> [Directions for this task]: Look through the records and copy every line in which "grid" appears.

:: Records

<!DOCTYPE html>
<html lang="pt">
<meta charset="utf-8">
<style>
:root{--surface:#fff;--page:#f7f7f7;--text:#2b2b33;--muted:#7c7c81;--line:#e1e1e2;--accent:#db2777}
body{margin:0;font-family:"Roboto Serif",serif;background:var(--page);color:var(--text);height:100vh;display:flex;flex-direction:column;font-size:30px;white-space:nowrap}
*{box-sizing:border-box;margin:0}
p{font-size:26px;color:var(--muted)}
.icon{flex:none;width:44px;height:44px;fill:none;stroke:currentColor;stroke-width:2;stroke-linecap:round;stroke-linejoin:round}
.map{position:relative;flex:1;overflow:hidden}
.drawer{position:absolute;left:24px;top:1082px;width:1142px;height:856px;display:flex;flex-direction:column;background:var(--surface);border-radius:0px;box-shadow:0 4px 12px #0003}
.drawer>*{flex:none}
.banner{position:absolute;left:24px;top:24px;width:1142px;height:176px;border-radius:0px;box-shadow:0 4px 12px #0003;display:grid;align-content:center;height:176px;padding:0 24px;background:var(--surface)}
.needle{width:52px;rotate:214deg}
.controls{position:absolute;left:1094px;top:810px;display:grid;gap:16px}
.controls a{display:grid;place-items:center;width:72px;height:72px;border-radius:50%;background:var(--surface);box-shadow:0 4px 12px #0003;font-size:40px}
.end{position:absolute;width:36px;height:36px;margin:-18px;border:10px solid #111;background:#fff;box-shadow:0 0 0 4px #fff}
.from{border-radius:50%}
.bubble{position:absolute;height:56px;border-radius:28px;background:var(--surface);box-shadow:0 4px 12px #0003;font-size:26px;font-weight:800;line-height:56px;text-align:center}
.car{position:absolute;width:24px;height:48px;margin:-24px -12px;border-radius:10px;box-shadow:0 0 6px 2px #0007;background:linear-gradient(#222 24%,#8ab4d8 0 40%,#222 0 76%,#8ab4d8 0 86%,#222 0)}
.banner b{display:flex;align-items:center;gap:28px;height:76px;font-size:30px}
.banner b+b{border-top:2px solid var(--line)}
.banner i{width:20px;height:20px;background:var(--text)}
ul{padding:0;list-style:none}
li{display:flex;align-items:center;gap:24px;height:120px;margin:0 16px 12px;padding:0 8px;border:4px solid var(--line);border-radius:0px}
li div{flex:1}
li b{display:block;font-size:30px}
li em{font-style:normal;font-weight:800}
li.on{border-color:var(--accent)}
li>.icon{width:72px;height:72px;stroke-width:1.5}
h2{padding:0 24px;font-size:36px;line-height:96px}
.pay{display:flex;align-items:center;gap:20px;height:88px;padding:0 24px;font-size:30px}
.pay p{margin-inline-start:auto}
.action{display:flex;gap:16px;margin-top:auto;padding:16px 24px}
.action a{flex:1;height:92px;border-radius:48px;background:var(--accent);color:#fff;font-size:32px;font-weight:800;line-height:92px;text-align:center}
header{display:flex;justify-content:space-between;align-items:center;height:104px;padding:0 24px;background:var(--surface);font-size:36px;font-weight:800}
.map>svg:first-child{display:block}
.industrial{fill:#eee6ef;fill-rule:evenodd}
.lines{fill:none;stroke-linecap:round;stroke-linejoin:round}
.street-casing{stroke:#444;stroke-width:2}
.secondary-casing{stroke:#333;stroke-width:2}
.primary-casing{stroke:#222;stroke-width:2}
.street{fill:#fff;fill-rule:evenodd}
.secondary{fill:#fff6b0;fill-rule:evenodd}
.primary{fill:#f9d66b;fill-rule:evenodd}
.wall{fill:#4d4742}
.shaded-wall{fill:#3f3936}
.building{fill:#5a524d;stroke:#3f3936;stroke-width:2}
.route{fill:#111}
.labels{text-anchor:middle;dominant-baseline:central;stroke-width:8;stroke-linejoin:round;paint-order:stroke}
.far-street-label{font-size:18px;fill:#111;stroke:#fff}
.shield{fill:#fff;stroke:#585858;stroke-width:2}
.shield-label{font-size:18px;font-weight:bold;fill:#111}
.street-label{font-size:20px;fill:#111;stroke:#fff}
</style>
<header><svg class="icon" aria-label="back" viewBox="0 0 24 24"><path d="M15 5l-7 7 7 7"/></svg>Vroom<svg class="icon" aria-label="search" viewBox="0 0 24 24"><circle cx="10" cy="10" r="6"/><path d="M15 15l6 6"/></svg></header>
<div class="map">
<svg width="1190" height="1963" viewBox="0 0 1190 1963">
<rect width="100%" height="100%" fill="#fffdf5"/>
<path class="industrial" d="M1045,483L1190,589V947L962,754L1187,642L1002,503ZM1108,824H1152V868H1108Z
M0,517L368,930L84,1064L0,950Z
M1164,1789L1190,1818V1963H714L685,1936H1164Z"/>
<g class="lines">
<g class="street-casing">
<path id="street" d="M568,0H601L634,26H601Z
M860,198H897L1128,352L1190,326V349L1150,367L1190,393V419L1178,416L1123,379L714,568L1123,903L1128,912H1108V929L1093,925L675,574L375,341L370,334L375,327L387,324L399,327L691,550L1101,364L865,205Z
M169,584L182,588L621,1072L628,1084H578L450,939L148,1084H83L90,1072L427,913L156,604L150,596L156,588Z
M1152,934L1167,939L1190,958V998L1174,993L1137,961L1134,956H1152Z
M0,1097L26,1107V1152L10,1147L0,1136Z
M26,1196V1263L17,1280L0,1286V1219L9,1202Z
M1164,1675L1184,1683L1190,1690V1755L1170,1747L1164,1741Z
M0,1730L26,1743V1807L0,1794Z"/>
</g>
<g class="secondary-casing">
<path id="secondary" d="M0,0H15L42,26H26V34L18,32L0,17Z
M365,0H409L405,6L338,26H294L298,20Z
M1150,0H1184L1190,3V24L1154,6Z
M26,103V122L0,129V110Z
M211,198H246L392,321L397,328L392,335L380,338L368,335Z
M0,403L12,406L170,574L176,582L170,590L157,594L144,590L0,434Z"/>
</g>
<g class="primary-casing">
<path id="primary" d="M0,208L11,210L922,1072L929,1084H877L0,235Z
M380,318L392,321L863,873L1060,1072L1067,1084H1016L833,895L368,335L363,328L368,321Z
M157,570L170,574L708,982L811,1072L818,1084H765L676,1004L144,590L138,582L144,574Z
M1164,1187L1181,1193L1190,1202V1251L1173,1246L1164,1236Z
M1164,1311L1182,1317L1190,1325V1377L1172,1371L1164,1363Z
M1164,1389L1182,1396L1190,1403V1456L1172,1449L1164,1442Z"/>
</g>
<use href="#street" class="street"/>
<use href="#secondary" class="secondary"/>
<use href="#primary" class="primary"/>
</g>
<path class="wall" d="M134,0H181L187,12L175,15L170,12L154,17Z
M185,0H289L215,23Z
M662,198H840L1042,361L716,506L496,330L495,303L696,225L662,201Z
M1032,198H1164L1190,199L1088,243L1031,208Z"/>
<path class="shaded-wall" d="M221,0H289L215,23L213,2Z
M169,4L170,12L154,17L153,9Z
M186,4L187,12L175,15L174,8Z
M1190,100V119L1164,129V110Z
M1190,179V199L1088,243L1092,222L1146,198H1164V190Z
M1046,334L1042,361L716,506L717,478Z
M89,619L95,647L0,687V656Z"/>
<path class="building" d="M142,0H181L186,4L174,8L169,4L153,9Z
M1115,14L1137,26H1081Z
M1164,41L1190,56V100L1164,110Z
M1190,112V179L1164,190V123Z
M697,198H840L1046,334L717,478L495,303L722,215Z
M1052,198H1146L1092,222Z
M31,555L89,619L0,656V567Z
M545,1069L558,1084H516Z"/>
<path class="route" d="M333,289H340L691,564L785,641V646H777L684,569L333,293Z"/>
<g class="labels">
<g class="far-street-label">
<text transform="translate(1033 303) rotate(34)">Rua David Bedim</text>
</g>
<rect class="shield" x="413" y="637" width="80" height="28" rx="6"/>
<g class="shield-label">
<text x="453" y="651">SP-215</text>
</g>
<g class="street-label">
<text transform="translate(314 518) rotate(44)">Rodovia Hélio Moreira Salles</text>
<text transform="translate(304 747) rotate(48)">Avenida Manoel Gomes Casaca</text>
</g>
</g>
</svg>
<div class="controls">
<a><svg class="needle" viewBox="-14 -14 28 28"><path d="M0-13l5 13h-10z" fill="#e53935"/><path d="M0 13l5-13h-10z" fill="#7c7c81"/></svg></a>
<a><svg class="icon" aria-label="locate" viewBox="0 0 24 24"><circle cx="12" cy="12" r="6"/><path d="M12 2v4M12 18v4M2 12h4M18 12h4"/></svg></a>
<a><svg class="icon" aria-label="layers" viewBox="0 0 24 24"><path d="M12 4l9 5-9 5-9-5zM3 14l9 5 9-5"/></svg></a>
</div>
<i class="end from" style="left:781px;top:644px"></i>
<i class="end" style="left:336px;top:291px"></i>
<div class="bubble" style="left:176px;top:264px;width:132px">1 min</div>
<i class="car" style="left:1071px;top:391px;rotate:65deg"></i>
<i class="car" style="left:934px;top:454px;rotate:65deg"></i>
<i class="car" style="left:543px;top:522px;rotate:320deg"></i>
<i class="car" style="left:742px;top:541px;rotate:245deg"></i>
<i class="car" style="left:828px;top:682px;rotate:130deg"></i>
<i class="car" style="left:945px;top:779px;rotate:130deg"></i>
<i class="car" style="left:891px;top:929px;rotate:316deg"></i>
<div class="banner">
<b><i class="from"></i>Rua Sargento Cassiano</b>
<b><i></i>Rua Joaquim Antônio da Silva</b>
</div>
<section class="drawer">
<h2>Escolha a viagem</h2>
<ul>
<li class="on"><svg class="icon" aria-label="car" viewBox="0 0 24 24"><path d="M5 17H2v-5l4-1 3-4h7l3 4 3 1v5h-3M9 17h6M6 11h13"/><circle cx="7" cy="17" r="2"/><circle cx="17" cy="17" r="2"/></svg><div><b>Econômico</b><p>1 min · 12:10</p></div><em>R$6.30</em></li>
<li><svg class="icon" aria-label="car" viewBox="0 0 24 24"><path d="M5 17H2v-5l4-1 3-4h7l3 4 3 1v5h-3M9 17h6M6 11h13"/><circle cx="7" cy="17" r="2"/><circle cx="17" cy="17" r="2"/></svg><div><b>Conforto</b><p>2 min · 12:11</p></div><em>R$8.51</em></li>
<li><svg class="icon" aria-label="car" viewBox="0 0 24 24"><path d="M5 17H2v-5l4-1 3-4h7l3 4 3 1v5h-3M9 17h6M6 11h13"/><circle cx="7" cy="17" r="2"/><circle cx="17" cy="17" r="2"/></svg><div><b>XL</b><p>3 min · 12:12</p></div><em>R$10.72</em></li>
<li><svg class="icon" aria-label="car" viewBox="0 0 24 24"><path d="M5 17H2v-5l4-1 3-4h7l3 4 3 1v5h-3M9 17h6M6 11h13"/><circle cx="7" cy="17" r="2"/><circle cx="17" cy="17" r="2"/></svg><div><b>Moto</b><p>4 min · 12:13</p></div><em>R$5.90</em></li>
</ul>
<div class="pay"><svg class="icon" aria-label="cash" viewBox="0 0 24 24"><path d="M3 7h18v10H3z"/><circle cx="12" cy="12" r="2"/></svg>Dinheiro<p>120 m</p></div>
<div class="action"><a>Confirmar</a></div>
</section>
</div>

::::

> [Exercise output]:
.banner{position:absolute;left:24px;top:24px;width:1142px;height:176px;border-radius:0px;box-shadow:0 4px 12px #0003;display:grid;align-content:center;height:176px;padding:0 24px;background:var(--surface)}
.controls{position:absolute;left:1094px;top:810px;display:grid;gap:16px}
.controls a{display:grid;place-items:center;width:72px;height:72px;border-radius:50%;background:var(--surface);box-shadow:0 4px 12px #0003;font-size:40px}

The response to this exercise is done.